Familienfoerderung und Werbungskosten - Was nicht zusammengehoert, sollte getrennt bleiben

Familienfoerderung und Werbungskosten - Was nicht zusammengehoert, sollte getrennt bleiben

17. Januar 2006 - Zur Diskussion ueber die steuerliche Absetzbarkeit von Kinderbetreuungskosten erklaert der stellvertretende Vorsitzende der SPD-Bundestagsfraktion, Joachim Poss:
Mit dem Gesetzentwurf zur steuerlicher Foerderung von Wachstum und Beschaeftigung soll die Vereinbarkeit von Familie und Beruf weiter verbessert werden.

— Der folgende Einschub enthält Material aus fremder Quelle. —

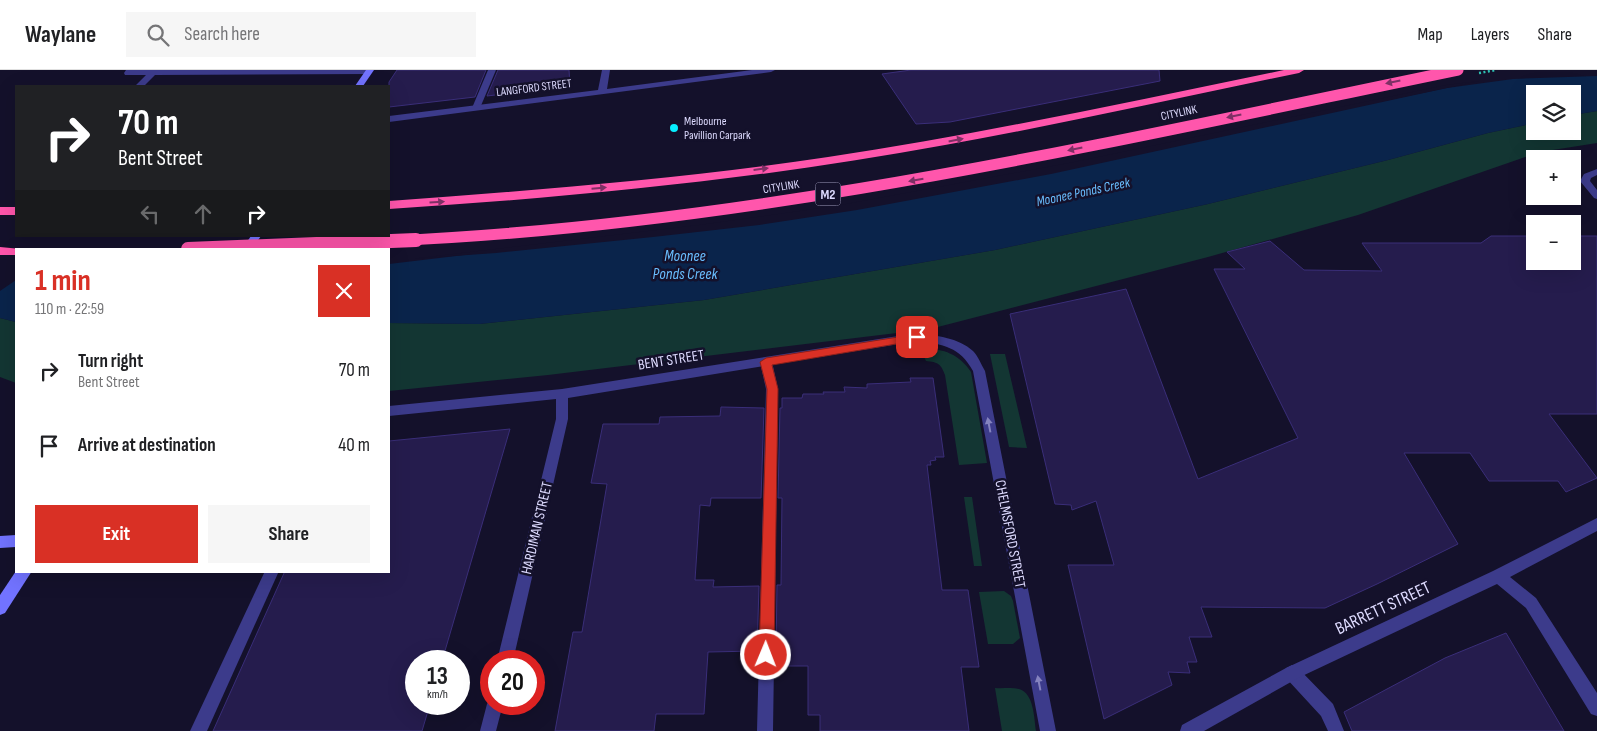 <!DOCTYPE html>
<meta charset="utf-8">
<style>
:root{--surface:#fff;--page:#f6f6f6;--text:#202124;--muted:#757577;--line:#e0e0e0;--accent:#d93025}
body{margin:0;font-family:"Sofia Sans Condensed",sans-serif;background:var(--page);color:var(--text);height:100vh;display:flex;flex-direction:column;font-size:19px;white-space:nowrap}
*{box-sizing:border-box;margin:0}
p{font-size:16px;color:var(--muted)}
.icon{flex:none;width:28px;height:28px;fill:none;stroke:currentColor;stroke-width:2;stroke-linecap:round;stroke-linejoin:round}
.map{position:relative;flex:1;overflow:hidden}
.panel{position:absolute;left:15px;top:178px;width:375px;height:325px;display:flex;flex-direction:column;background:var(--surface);border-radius:0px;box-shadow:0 5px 20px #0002}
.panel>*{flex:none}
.banner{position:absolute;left:15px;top:15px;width:375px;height:152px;border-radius:0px;box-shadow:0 5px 20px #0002;background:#202124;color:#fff;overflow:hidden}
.tools{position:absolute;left:1526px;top:15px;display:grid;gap:10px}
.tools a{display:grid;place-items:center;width:55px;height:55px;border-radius:0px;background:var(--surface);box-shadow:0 5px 20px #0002;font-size:25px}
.speed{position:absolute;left:405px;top:580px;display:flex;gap:10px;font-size:25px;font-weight:700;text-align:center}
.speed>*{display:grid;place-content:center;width:65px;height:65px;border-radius:50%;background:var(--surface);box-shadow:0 5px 20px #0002;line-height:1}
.speed small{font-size:12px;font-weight:400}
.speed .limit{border:8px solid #d22;background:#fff;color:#111}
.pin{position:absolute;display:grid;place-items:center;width:42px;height:42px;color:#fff;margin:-21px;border-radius:10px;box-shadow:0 2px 8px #0006}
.me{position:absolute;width:55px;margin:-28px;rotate:1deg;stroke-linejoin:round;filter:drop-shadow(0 0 4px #0008)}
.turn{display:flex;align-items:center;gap:18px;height:105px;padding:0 20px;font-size:22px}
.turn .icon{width:65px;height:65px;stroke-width:2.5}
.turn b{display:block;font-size:35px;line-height:42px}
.lanes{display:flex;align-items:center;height:48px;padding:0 20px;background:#0003;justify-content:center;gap:25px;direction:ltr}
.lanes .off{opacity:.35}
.round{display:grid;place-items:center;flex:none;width:52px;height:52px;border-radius:0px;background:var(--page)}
.summary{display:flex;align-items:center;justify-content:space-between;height:85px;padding:0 20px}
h1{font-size:30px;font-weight:700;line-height:38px;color:var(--accent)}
.cta{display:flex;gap:10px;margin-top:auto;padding:10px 20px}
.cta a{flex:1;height:58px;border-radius:0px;background:var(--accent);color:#fff;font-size:20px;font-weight:700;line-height:58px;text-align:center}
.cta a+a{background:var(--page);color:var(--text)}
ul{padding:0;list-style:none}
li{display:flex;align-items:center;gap:15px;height:75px;padding:0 20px}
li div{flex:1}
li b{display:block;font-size:19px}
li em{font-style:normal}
header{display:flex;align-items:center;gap:30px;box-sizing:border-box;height:70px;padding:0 25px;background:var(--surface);border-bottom:1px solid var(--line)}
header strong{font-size:24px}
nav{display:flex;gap:28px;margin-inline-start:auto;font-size:18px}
.search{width:350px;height:45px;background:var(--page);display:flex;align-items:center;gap:12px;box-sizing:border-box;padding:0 18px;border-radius:0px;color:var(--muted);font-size:19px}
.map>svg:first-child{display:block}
.green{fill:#133633}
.water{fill:#0a244b}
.pier{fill:#14112b}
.building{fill:#251c4d;stroke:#3a2e79}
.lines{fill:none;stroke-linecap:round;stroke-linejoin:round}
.path{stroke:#2ec0b2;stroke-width:2.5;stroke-dasharray:2 2.5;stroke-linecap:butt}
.lane{fill:#3c3b8b;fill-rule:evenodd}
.street{fill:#3c3b8b;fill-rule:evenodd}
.secondary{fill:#7273ff;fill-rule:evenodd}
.highway{fill:#ff56ac;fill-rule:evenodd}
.highway-bridge-far1{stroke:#ff56ac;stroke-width:11}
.highway-bridge{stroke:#ff56ac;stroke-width:14}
.oneway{fill:#7e3065}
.oneway2{fill:#8583bf}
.route{fill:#d93025;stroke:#8d1f18}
.poi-dot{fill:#07eeff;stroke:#14112b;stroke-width:2}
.labels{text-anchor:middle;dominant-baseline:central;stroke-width:5;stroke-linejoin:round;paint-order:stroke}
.far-street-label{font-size:12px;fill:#dedbff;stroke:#14112b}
.far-poi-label{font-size:12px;fill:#dedbff;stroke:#14112b;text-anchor:start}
.far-water-label{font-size:14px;font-style:italic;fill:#69beff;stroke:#14112b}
.shield{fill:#14112b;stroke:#a19ebf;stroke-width:1}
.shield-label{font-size:14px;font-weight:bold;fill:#dedbff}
.street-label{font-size:15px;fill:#dedbff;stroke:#14112b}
.water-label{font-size:16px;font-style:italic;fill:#69beff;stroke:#14112b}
.near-street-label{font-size:18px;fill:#dedbff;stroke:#14112b}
</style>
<header>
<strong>Waylane</strong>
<div class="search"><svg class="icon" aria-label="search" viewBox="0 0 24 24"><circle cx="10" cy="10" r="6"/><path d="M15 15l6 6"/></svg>Search here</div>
<nav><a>Map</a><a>Layers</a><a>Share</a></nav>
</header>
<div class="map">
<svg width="1597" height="661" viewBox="0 0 1597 661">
<rect width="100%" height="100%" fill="#14112b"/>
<!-- green -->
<g class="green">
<path d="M1597 41V73L1540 82 1358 145 1208 187 930 259 548 305 389 321V253L479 254 704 230 995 180 1208 134 1388 90 1488 63 1535 53V61H1572L1573 45Z"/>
<path d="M0 248 16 252V313L0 307Z"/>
<path d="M923 278C944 279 959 284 971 302L987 393 959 395 945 305C941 294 938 292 926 291L921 280Z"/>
<path d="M990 284H1005L1027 378 1009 377Z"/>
<path d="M964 427H972L982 496H974Z"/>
<path d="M1004 521 1011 526 1013 531 1020 568 1013 574H988L979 522Z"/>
<path d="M995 618C1002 619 1012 617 1019 619 1034 623 1034 648 1036 661H1002Z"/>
</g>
<!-- water -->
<g class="water">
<path d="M1597 6V41L1573 45 1572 24H1535V53L1488 63 1388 90 1208 134 995 180 704 230 479 254 389 253V194L700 157 836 138 1070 95 1447 18 1513 9Z"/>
<path d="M16 210V252L0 248V221Z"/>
</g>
<!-- pier -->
<path class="pier" d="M1479 11 1051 104 857 140 759 155 653 167 496 183 411 189 699 155 835 136 1069 93 1446 15Z"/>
<!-- building -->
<g class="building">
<path d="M397 0H486L475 27 389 37V12Z"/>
<path d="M498 0H569L570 16 487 26Z"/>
<path d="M911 0H1159L1160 11 950 52 916 54 882 4Z"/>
<path d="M1491 166H1535V191H1572V166H1597V344H1549L1597 408 1566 422 1558 411H1489L1470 383H1404L1458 474 1377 514 1325 538 1201 537 1212 567H1189L1197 592H1187L1190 603 1168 602 1172 615 1104 649 1068 495H1114L1096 431 1072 440 1071 435 1055 434 1010 244 1126 219 1198 409 1298 368 1214 199H1245L1227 182 1270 171 1304 200 1382 201 1362 173H1481Z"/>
<path d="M910 308H933L944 387H935L936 390 930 391 931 395H927L942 520H968L979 597H961L969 661H820V645H808V596H779V581H776L777 515H781L782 428H778L780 338H782V328H802L803 324H824L823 322H845L844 317 867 318V314L911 312Z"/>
<path d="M721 337 764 338 761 428H711L710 436 700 435 695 510H714L713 517 759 516 757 581 708 582 704 644H656L654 661H555L573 562H582L607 414 591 413 603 354H659L660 347 720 346Z"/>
<path d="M510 359 442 591H416V634H430L422 661H213L285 501H389V371Z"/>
<path d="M1506 563 1564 661H1352L1344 642 1445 588Z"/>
</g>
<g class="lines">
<!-- path -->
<path class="path" d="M1479 3 1496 0"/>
<!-- lane -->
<g class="lane">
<path d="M126 0H370L372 2 368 4 155 5 144 16H135L146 5H125L124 3Z"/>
<path d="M488 0H496L480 38 473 40 472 38Z"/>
<path d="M766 288 772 292 778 319 773 661H757L766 319 760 292Z"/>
<path d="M265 501H279L207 661H190Z"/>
<path d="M1292 595 1298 598 1333 634 1344 661H1328L1321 646 1286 608 1284 603 1286 598Z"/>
</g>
<!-- street -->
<g class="street">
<path d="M602 0H610L607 19 752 0H775L771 2 389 52V46L598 20Z"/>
<path d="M1597 99V105L1591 108 1590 111 1597 120V129L1594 128 1580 111 1584 104Z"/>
<path d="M917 263C935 265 959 268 973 281 978 286 981 294 985 301L1056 661H1040L973 301C960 277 943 274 917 271L568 328V349L513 591H497L556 349V329L389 346V336L562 319Z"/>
<path d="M1597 448V461L1510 507 1536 528 1597 623V646L1591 644 1526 538 1497 514 1298 608 1204 661H1180L1182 655 1286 598 1493 501Z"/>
<path d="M491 627V634H503L496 661H480L487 634Z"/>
</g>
<!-- secondary -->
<g class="secondary">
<path d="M366 0H374L363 16H355Z"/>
<path d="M251 166H261L252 179H242Z"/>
<path d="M16 465V477L0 478V466Z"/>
<path d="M16 501H32L5 543 0 545V525Z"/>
</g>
<!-- highway -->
<g class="highway">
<path d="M1284 0H1304L1299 3C1181 27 1063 54 945 75 762 109 575 127 389 139V131C536 120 683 109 828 87 981 64 1133 31 1284 0Z"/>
<rect x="0" y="137" width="16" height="8"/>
<path d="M0 177 21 179H16V185H0Z"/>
</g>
<!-- highway-bridge-far1 -->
<path class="highway-bridge-far1" d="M386 171C748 156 1104 73 1458 0"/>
<!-- highway-bridge -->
<path class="highway-bridge" d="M188 179 416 170"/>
</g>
<!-- one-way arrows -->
<defs><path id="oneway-solid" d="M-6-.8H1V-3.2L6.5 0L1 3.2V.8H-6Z" transform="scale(1.25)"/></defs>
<g class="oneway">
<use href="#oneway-solid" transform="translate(1393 12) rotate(168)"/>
<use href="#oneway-solid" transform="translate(1234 46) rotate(168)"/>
<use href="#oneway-solid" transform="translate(956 70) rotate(-11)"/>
<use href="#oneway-solid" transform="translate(1075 79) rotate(168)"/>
<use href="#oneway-solid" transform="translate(761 99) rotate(-7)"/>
<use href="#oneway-solid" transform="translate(916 110) rotate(170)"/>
<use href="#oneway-solid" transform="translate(599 118) rotate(-5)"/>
<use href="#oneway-solid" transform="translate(437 132) rotate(-4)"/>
</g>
<g class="oneway2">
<use href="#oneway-solid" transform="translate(989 355) rotate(-101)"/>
<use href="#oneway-solid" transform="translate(1039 613) rotate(-101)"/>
</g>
<!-- route -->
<path class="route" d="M917 264 922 267 920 270 772 295 778 319 774 585 771 590 766 592 761 590 759 585 767 319 760 292 766 288Z"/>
<!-- markers -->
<circle class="poi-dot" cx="674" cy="58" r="5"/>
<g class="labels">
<!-- far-street labels -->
<g class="far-street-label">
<text transform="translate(534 18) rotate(-7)">LANGFORD STREET</text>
<text transform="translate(1179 43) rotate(-12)">CITYLINK</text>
<text transform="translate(781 117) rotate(-9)">CITYLINK</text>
</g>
<!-- far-poi labels -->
<g class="far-poi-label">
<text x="684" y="51">Melbourne<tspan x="684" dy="14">Pavillion Carpark</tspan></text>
</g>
<!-- far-water labels -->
<g class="far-water-label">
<text transform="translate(1083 122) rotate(-12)">Moonee Ponds Creek</text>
</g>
<!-- shield labels -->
<rect class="shield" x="815.5" y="112.5" width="25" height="23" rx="4"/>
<g class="shield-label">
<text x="828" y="124">M2</text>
</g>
<!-- street labels -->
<g class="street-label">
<text transform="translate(671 290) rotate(-9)">BENT STREET</text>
<text transform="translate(537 458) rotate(-77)">HARDIMAN STREET</text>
<text transform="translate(1010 464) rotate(79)">CHELMSFORD STREET</text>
</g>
<!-- water labels -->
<g class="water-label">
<text x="685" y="186">Moonee<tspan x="685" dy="18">Ponds Creek</tspan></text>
</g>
<!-- near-street labels -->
<g class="near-street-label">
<text transform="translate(1383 538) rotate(-25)">BARRETT STREET</text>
</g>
</g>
</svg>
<div class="tools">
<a><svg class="icon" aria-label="layers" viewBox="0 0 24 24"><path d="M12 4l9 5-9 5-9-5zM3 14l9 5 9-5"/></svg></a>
<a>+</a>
<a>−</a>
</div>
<div class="speed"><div>13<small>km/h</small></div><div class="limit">20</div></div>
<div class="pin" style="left:917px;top:267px;background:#d93025"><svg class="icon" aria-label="arrive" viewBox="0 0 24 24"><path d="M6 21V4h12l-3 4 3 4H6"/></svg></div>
<svg class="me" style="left:766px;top:585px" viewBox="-20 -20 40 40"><circle r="17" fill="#d93025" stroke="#fff" stroke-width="3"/><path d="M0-11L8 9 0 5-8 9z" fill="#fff"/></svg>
<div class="banner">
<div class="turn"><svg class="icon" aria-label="right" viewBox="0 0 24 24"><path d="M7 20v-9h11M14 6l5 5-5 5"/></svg><div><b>70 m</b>Bent Street</div></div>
<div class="lanes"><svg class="icon off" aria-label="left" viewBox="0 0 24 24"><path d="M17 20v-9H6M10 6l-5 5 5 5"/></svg><svg class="icon off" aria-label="ahead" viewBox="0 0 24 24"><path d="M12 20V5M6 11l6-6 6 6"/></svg><svg class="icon" aria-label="right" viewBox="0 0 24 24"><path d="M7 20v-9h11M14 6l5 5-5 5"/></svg></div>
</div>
<section class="panel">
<div class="summary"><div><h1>1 min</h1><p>110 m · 22:59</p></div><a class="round" style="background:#d93025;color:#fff"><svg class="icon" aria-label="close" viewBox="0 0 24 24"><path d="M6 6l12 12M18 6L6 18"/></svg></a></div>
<ul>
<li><svg class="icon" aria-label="right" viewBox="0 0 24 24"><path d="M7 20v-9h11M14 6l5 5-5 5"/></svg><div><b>Turn right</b><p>Bent Street</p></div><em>70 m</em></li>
<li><svg class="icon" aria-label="arrive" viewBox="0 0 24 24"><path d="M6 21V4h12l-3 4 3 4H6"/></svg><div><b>Arrive at destination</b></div><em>40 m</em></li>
</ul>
<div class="cta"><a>Exit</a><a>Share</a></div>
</section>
</div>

Auf Grundlage der von der letzten Koalition bereits in Paragraf 33 c des Einkommensteuergesetzes verankerten steuerlichen Anerkennung von - zum Zwecke der Berufsausuebung der Eltern - notwendigen Kinderbetreuungskosten, gibt es ein klares Ziel der Neuregelung: Die Anerkennung von notwendigen Ausgaben fuer die Kinderbetreuung als steuerliche Werbungskosten.

Das setzt voraus, dass diese Kosten berufsbedingt entstehen und das wiederum bedingt, dass die Eltern (beide) berufstaetig sind. Daran muss sich die jetzt im Gesetzgebungsverfahren von der Koalition zu verhandelnde Aenderung der Genshagener Regierungsvereinbarung orientieren.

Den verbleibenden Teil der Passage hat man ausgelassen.